To do: Set down the records again, keeping each line exactly as it is.
(Dataset records)
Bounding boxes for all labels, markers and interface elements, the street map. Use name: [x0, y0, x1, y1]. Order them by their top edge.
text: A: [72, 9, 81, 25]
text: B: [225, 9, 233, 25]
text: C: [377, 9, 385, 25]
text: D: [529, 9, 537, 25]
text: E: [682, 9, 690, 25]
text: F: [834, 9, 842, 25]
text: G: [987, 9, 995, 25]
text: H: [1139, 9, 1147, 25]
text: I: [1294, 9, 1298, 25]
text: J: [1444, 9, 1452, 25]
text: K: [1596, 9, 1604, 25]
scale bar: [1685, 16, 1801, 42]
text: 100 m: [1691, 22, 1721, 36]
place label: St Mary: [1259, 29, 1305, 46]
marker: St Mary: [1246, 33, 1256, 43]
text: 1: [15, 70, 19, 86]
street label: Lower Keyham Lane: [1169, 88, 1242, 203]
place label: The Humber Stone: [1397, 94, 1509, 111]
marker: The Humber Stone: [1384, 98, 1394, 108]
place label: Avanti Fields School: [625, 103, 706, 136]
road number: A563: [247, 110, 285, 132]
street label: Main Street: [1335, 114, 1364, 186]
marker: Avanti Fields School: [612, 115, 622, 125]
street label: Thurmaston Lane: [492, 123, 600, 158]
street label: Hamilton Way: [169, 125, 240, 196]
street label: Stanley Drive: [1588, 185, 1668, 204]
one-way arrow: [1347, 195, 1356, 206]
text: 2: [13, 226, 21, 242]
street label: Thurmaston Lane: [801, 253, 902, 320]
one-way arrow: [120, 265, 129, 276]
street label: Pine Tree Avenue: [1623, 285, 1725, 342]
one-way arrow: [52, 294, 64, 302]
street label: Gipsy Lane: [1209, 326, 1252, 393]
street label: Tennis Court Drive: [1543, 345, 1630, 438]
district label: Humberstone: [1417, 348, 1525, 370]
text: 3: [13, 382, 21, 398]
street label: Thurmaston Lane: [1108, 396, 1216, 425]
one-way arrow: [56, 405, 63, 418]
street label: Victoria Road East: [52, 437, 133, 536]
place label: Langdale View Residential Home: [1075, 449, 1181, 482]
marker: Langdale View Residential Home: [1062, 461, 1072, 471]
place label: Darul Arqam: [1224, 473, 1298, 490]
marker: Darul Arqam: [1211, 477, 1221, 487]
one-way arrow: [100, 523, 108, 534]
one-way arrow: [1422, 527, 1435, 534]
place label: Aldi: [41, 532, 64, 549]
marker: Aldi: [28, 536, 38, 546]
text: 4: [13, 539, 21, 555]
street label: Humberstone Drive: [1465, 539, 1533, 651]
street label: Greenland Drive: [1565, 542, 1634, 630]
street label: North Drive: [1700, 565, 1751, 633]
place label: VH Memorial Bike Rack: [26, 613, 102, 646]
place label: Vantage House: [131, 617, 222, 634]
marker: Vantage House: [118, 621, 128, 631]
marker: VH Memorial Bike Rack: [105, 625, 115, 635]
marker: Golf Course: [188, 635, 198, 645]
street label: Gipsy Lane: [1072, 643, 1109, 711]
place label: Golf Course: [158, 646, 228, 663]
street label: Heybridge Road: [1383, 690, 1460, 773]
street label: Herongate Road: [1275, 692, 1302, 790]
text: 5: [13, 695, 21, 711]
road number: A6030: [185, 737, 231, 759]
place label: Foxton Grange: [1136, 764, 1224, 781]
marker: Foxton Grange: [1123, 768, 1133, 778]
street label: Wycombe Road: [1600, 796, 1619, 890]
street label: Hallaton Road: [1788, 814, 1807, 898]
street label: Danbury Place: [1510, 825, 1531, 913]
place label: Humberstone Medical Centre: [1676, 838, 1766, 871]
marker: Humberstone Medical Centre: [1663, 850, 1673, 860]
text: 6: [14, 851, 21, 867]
(End Dataset records)
Task output:
Bounding boxes for all labels, markers and interface elements, the street map. Use name: [x0, y0, x1, y1]. Order them by their top edge.
text: A: [72, 9, 81, 25]
text: B: [225, 9, 233, 25]
text: C: [377, 9, 385, 25]
text: D: [529, 9, 537, 25]
text: E: [682, 9, 690, 25]
text: F: [834, 9, 842, 25]
text: G: [987, 9, 995, 25]
text: H: [1139, 9, 1147, 25]
text: I: [1294, 9, 1298, 25]
text: J: [1444, 9, 1452, 25]
text: K: [1596, 9, 1604, 25]
scale bar: [1685, 16, 1801, 42]
text: 100 m: [1691, 22, 1721, 36]
place label: St Mary: [1259, 29, 1305, 46]
marker: St Mary: [1246, 33, 1256, 43]
text: 1: [15, 70, 19, 86]
street label: Lower Keyham Lane: [1169, 88, 1242, 203]
place label: The Humber Stone: [1397, 94, 1509, 111]
marker: The Humber Stone: [1384, 98, 1394, 108]
place label: Avanti Fields School: [625, 103, 706, 136]
road number: A563: [247, 110, 285, 132]
street label: Main Street: [1335, 114, 1364, 186]
marker: Avanti Fields School: [612, 115, 622, 125]
street label: Thurmaston Lane: [492, 123, 600, 158]
street label: Hamilton Way: [169, 125, 240, 196]
street label: Stanley Drive: [1588, 185, 1668, 204]
one-way arrow: [1347, 195, 1356, 206]
text: 2: [13, 226, 21, 242]
street label: Thurmaston Lane: [801, 253, 902, 320]
one-way arrow: [120, 265, 129, 276]
street label: Pine Tree Avenue: [1623, 285, 1725, 342]
one-way arrow: [52, 294, 64, 302]
street label: Gipsy Lane: [1209, 326, 1252, 393]
street label: Tennis Court Drive: [1543, 345, 1630, 438]
district label: Humberstone: [1417, 348, 1525, 370]
text: 3: [13, 382, 21, 398]
street label: Thurmaston Lane: [1108, 396, 1216, 425]
one-way arrow: [56, 405, 63, 418]
street label: Victoria Road East: [52, 437, 133, 536]
place label: Langdale View Residential Home: [1075, 449, 1181, 482]
marker: Langdale View Residential Home: [1062, 461, 1072, 471]
place label: Darul Arqam: [1224, 473, 1298, 490]
marker: Darul Arqam: [1211, 477, 1221, 487]
one-way arrow: [100, 523, 108, 534]
one-way arrow: [1422, 527, 1435, 534]
place label: Aldi: [41, 532, 64, 549]
marker: Aldi: [28, 536, 38, 546]
text: 4: [13, 539, 21, 555]
street label: Humberstone Drive: [1465, 539, 1533, 651]
street label: Greenland Drive: [1565, 542, 1634, 630]
street label: North Drive: [1700, 565, 1751, 633]
place label: VH Memorial Bike Rack: [26, 613, 102, 646]
place label: Vantage House: [131, 617, 222, 634]
marker: Vantage House: [118, 621, 128, 631]
marker: VH Memorial Bike Rack: [105, 625, 115, 635]
marker: Golf Course: [188, 635, 198, 645]
street label: Gipsy Lane: [1072, 643, 1109, 711]
place label: Golf Course: [158, 646, 228, 663]
street label: Heybridge Road: [1383, 690, 1460, 773]
street label: Herongate Road: [1275, 692, 1302, 790]
text: 5: [13, 695, 21, 711]
road number: A6030: [185, 737, 231, 759]
place label: Foxton Grange: [1136, 764, 1224, 781]
marker: Foxton Grange: [1123, 768, 1133, 778]
street label: Wycombe Road: [1600, 796, 1619, 890]
street label: Hallaton Road: [1788, 814, 1807, 898]
street label: Danbury Place: [1510, 825, 1531, 913]
place label: Humberstone Medical Centre: [1676, 838, 1766, 871]
marker: Humberstone Medical Centre: [1663, 850, 1673, 860]
text: 6: [14, 851, 21, 867]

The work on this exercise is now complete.